Language identification (LID) is a kind of utterance-level paralinguistic speech attribute recognition task with variable-length sequences as inputs. For the input utterances, the duration might range from a few seconds to several minutes. Besides, there are no constraints on the lexical words thus the training utterances and test segments may have phonetic mismatch issue [1]. Therefore, our purpose is to find an effective and robust method to retrieve the utterance-level information and encode them into fixed dimensional vector representations.

To address the variable-length inputs issue for acoustic feature based LID, many methods have been proposed in the last two decades. The deterministic Vector Quantization (VQ) model is used for LID in [2, 3]

. VQ assigns the frame-level acoustic features to the nearest cluster in codebook and calculates the VQ distortions. Every language is characterized by an occupancy probability histogram. Compared to VQ, the Gaussian Mixture Model (GMM) is capable to model the complex distribution of the acoustic features 


and generates soft posterior probabilities to assign those frame-level features to Gaussian components. Once the GMM is trained, the zero-order and first-order Baum-Welch statistics can be accumulated to construct a high dimensional GMM Supervector 

[1, 5, 6], which is considered as an utterance-level representation. Furthermore, the GMM Supervector can be projected to a low rank subspace using the factor analysis technique, which results in the i-vector [7, 8]

. Recently, the posterior statistics on each decision tree senones generated by the speech recognition acoustic model are adopted to construct the phonetic aware DNN i-vector 

[9], which outperforms the GMM i-vector in LID tasks [10, 11, 12] due to the discriminative frame level alignments.

More recently, some end-to-end learning approaches are proposed for the LID task and achieved superior performances [13, 14]

. However, these methods may lack the flexibility in dealing with duration-variant utterances. This is mainly because the deep learning module (fully-connected layer) or the development platform usually requires fixed-length inputs. Each utterance with different number of frames has to be zero padded or truncated into fixed-size vectors. This is not a desired way to recognize spoken languages, speaker identities or other paralinguistic attributes on speech utterances with various durations. To address this problem, recurrent neural networks (RNN), e.g. Long Short-Term Memory (LSTM) 
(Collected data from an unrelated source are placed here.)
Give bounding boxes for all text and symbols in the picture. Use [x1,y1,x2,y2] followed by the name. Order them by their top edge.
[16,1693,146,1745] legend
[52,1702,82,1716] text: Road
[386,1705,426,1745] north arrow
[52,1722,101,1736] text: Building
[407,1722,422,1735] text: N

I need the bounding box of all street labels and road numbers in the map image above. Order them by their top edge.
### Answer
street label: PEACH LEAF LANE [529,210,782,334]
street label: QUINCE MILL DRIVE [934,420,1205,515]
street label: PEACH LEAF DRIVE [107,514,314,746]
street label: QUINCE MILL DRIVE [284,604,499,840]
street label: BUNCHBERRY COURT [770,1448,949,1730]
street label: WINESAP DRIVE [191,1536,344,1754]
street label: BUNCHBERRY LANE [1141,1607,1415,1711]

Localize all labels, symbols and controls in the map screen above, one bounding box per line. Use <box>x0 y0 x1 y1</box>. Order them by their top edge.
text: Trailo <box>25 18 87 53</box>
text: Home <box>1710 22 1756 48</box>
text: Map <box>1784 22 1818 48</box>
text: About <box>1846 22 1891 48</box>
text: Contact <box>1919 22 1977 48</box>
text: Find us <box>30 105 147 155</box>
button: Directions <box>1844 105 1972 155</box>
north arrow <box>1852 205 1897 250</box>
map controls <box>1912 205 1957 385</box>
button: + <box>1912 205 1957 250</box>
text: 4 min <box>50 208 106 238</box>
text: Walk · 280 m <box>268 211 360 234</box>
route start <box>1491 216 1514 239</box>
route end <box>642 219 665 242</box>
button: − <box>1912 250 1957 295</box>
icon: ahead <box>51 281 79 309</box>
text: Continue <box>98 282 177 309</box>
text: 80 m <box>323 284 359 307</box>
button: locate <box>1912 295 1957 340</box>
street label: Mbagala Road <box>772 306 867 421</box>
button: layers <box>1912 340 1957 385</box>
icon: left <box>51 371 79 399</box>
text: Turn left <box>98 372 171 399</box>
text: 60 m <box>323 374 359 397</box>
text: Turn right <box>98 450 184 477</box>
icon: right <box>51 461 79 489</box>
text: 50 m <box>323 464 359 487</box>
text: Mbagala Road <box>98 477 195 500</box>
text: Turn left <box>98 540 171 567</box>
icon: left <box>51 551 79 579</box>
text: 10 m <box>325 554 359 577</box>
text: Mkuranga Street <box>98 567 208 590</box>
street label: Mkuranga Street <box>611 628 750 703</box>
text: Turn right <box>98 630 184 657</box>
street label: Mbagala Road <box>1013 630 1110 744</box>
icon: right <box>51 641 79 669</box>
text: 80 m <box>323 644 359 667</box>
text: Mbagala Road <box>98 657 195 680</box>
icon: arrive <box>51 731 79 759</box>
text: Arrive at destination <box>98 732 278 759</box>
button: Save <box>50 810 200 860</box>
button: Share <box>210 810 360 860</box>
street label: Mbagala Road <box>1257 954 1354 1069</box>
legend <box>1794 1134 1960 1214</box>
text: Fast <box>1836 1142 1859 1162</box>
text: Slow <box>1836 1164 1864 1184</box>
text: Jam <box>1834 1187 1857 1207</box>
[15], is introduced to LID and the last time-step output of the RNN layer is used as the utterance-level representation [16]. Stacked long-term time delay neural networks (TDNN) is adopted to span a wider temporal context on the inputs and a hierarchical structure is built to predict the likelihood over different languages [17]. Alternatively, modules like temporal average pooling (TAP), are proposed to perform statistic measures on the length-variant feature sequences in order to generate fixed dimensional representations for LID [18, 19]. These end-to-end systems perform well, however, the simple statistic measures are performed globally on all the frame level features (e.g. average pooling) which may smooth out the information on each clusters. In our early works, we imitate the GMM Supervector encoding procedure and introduce a learnable dictionary encoding (LDE) layer for the end-to-end LID system [20, 21]. The success of LDE layer in the end-to-end LID framework inspires us to explore different encoding methods which may be feasible for the LID task.

In this paper, we adopt NetFV [22] and NetVLAD [23] in our end-to-end LID task and explore the feasibility of this two methods. NetFV is the “soft assignment” version of standard Fisher Vector (FV) [24, 25, 26] and is differentiable which could be easily integrated to an end-to-end trainable system. Meanwhile, Vector of Locally Aggregated Descriptors (VLAD) proposed in  [27] is a simplified non-probabilistic version of the standard FV and similarly, VLAD is further enhanced as a trainable layer named NetVLAD in  [23]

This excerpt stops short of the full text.